第4話 縁は異なもの味なもの(3)

 サザール湖沿いに建つ、マスケドニア王宮に併設された船着き場には、結婚式の用意で忙しいはずの、陛下とヒロねえの姿があった。


「シロー殿!

 よく来てくれた!」


 陛下が両手で俺の手を取る。

 歓迎ぶりが、ちょっと熱いね。


「みんな、来てくれてありがとう!」


 ヒロ姉は、ちょっと見ないうちにずい分綺麗になっている。

 なんだろう、これ? 


「ヒロ姉、おめでとうございます!」


「ありがとう、史郎君」


 いまだに俺の事を子供扱いしている彼女は、頭を撫でてくる。


「とにかく皆さん、まずはお部屋の方へ」


 軍師ショーカの案内で、俺たちはぞろぞろ王宮に入って行く。

 最後尾を歩いている俺に、陛下が話しかける。

 

「ところで、シロー殿。

 あれは何だ?」


 彼が指さしているのは、宙に浮く白銀の大きな箱だ。

 クルーザーは点収納にしまったが、箱は船着き場の上に浮いたままにしてあるからね。


「ああ、あれですか。

 娘たちとポポが乗ってるんですよ」


「おう、そうじゃった。

 ポポという魔獣の部屋も用意してある。

 王宮内に入ってもらってかまわん」


「えっ!?

 いいんですか?」


「うむ。

 聞けば、ナル殿とメル殿は、エルフ国とアリスト国で、魔獣大使に任命されたそうではないか。

 我が国でも、任命の用意をしてある。

 遠慮なく魔獣に乗ってくれ」


 魔獣大使とは、好きな魔獣に好きなだけ乗れるという称号だ。

 これは、ナルとメルが喜ぶな。

 俺が指を鳴らすと、すぐ横にナル、メル、二匹のポポが現れた。


 陛下は一瞬ギョッとした顔をしたが、すぐ平静に戻った。

 

「ナル殿、メル殿、久しぶりだな」


「「王様、こんにちはーっ!」」


「うむうむ、元気でよいな!

 二人とも、好きに魔獣に乗ってくれてかまわぬぞ」


「「わーい!」」


 さっそく二人は、それぞれのポポにまたがっている。

 今回は鞍を出していないから、娘たちは直接ポポの背中に乗っているんだけど、彼女たちはそのスタイルに慣れているから危なげないんだよね。


 ピンクのカバとそれに乗る少女を見て、腰を抜かす衛兵の間を通り、俺たちは王宮へと入った。


 ◇


 王宮では、数人ごとに、それぞれ部屋が割りあてられていた。

 舞子、イリーナ、ミミ、タニアさんで一部屋、ピエロッティ、レダーマン、ポルで一部屋。リーヴァスさんは一人だけで一部屋。二匹のポポのために大部屋が一つ。俺の家族のために二人用小部屋が三つ用意されていた。

 そして、俺には当たり前のように、例の大きな『英雄部屋』があてがわれた。

 ナルとメルは、ポポたちと一緒に寝ると言って聞かなかったので、大部屋になったが、問題は、『英雄部屋』を残りの誰が使うかだった。

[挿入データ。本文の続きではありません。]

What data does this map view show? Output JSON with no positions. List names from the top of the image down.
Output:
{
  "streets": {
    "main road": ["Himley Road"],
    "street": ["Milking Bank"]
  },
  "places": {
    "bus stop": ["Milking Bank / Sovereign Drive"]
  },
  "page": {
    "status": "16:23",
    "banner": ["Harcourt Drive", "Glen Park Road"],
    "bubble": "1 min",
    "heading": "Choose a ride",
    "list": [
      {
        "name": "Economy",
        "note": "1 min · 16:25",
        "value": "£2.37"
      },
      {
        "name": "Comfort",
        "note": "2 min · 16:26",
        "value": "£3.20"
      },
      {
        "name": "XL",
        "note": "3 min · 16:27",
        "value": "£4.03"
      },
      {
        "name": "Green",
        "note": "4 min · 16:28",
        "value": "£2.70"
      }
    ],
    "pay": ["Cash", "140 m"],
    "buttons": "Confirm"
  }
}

 王宮のメイドから、聞かなくていい情報をコルナが聞きだしてしまったのが原因だ。


「お兄ちゃん、この前はルルと一緒にここで寝たんでしょ?」


 豪華すぎる『英雄部屋』のキングサイズベッドを、手でパフパフ叩きながら、コルナがそう言った。

 

「今回は、すでに史郎と式を済ませてある、私が寝るのがいいだろう」


 腕組みをして立つコリーダが、当然のように言う。


「私はここで寝ます」


 ルルがきっぱり言う。


『(・ω・)ノ もう、全員一緒に寝たら?』


 点ちゃんの提案で、結局そうなることになってしまった。

 川の字に寝ると、一人俺の隣に寝られないとかで、結局俺はベッドの端に横になり、残りの三人が、白猫たちを挟んで川の字に寝ることになった。「E]の字みたいな感じだね。

 白猫、黒猫、コリンは、ベッドに上がるなりすぐに寝息を立てはじめた。

 さっきまでの様子とはうってかわり、穏やかに会話する、ルル、コルナ、コリーダがやがてぐっすり眠っても、その並んだ頭の隣で横たわる俺は、朝まで寝つけなかった。

 これって、どうみても安眠妨害だよね。